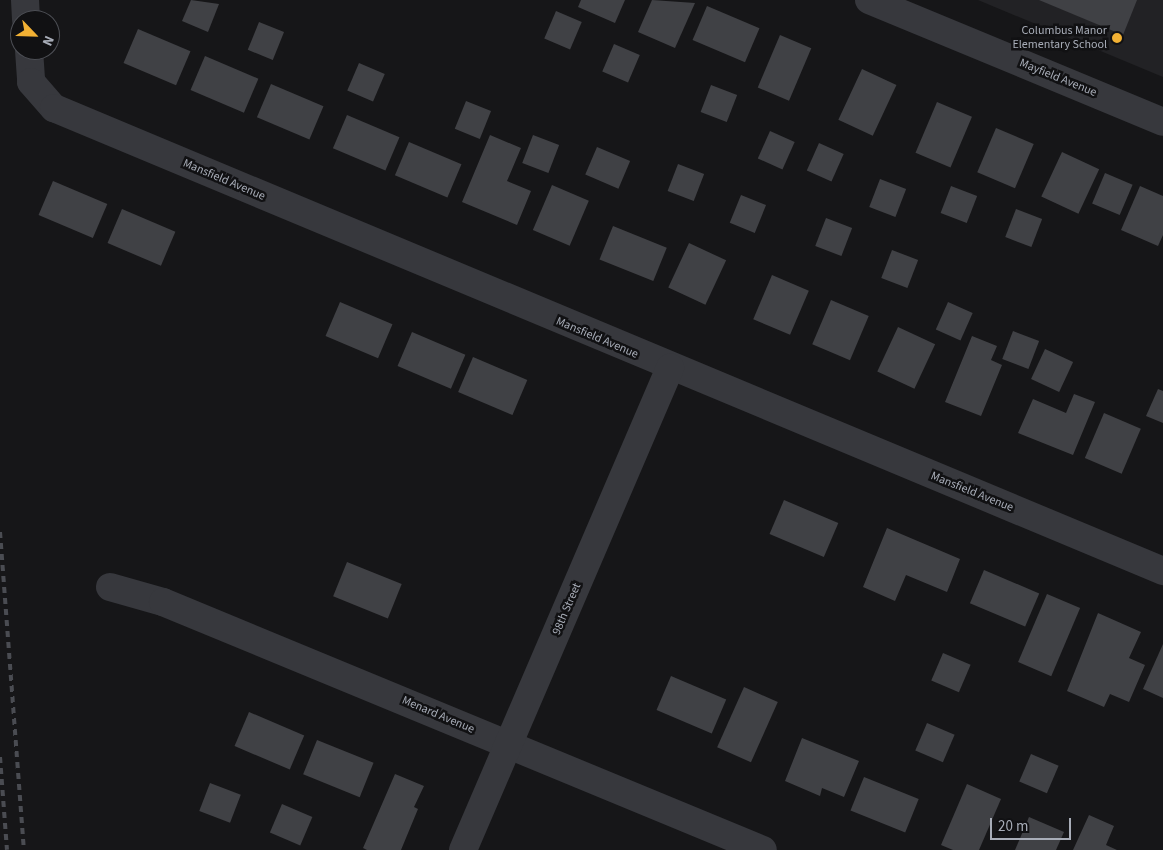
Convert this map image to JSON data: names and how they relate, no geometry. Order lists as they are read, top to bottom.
{
  "streets": {
    "street": [
      "Mayfield Avenue",
      "Mansfield Avenue",
      "98th Street",
      "Menard Avenue"
    ]
  },
  "crossings": [
    ["Mansfield Avenue", "98th Street"],
    ["98th Street", "Menard Avenue"]
  ],
  "places": ["Columbus Manor Elementary School"],
  "scale_bar": "20 m",
  "north": "bottom right"
}
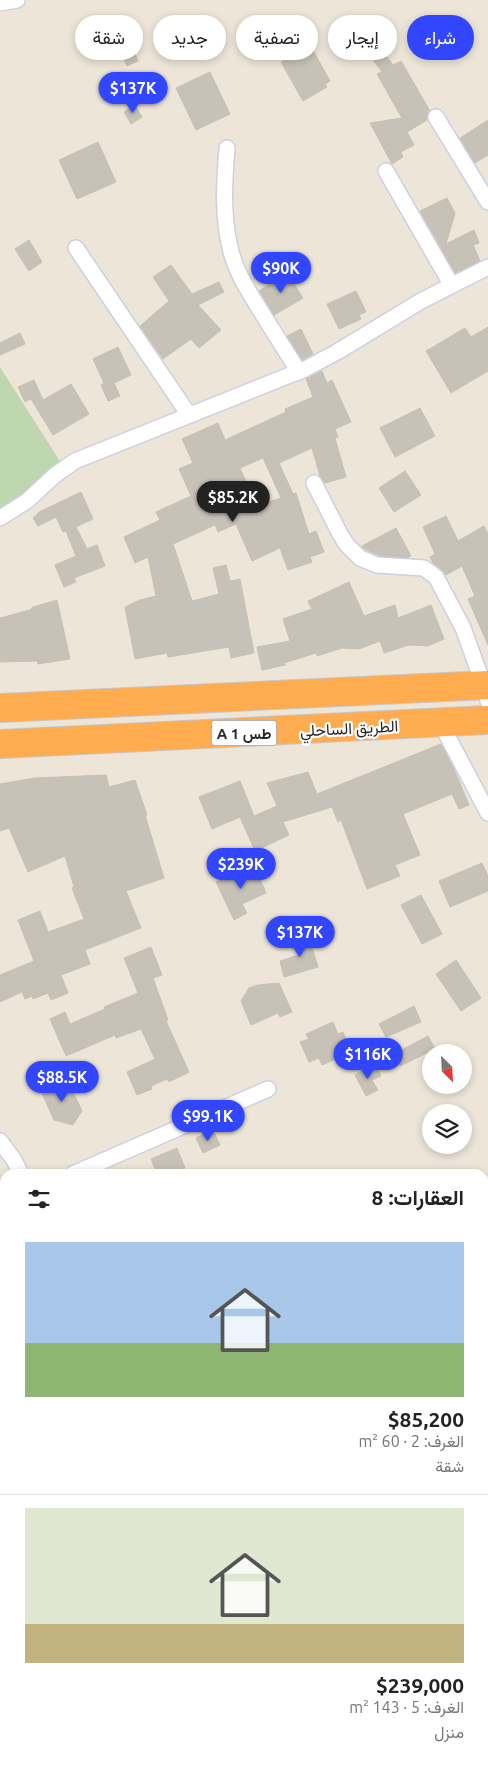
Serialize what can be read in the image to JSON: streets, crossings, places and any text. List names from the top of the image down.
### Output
{
  "streets": {
    "highway": ["الطريق الساحلي", "A 1 طس"]
  },
  "north": "bottom right",
  "page": {
    "chip": [
      "شراء",
      "إيجار",
      "تصفية",
      "جديد",
      "شقة"
    ],
    "price": [
      "$137K",
      "$90K",
      "$85.2K",
      "$239K",
      "$137K",
      "$116K",
      "$88.5K",
      "$99.1K"
    ],
    "heading": "العقارات: 8",
    "list": [
      {
        "name": "$85,200",
        "note": "الغرف: 2 · 60 m² · شقة"
      },
      {
        "name": "$239,000",
        "note": "الغرف: 5 · 143 m² · منزل"
      }
    ]
  }
}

^^^^^^^^^^^^^^^^

▶ **THE TASK**:
For this step, transcribe all the material above exactly and drop the images.

▶ **SOLUTION TO THIS TASK**:
Convert this map image to JSON data: names and how they relate, no geometry. Order lists as they are read, top to bottom.
{
  "streets": {
    "street": [
      "Mayfield Avenue",
      "Mansfield Avenue",
      "98th Street",
      "Menard Avenue"
    ]
  },
  "crossings": [
    ["Mansfield Avenue", "98th Street"],
    ["98th Street", "Menard Avenue"]
  ],
  "places": ["Columbus Manor Elementary School"],
  "scale_bar": "20 m",
  "north": "bottom right"
}
Serialize what can be read in the image to JSON: streets, crossings, places and any text. List names from the top of the image down.
### Output
{
  "streets": {
    "highway": ["الطريق الساحلي", "A 1 طس"]
  },
  "north": "bottom right",
  "page": {
    "chip": [
      "شراء",
      "إيجار",
      "تصفية",
      "جديد",
      "شقة"
    ],
    "price": [
      "$137K",
      "$90K",
      "$85.2K",
      "$239K",
      "$137K",
      "$116K",
      "$88.5K",
      "$99.1K"
    ],
    "heading": "العقارات: 8",
    "list": [
      {
        "name": "$85,200",
        "note": "الغرف: 2 · 60 m² · شقة"
      },
      {
        "name": "$239,000",
        "note": "الغرف: 5 · 143 m² · منزل"
      }
    ]
  }
}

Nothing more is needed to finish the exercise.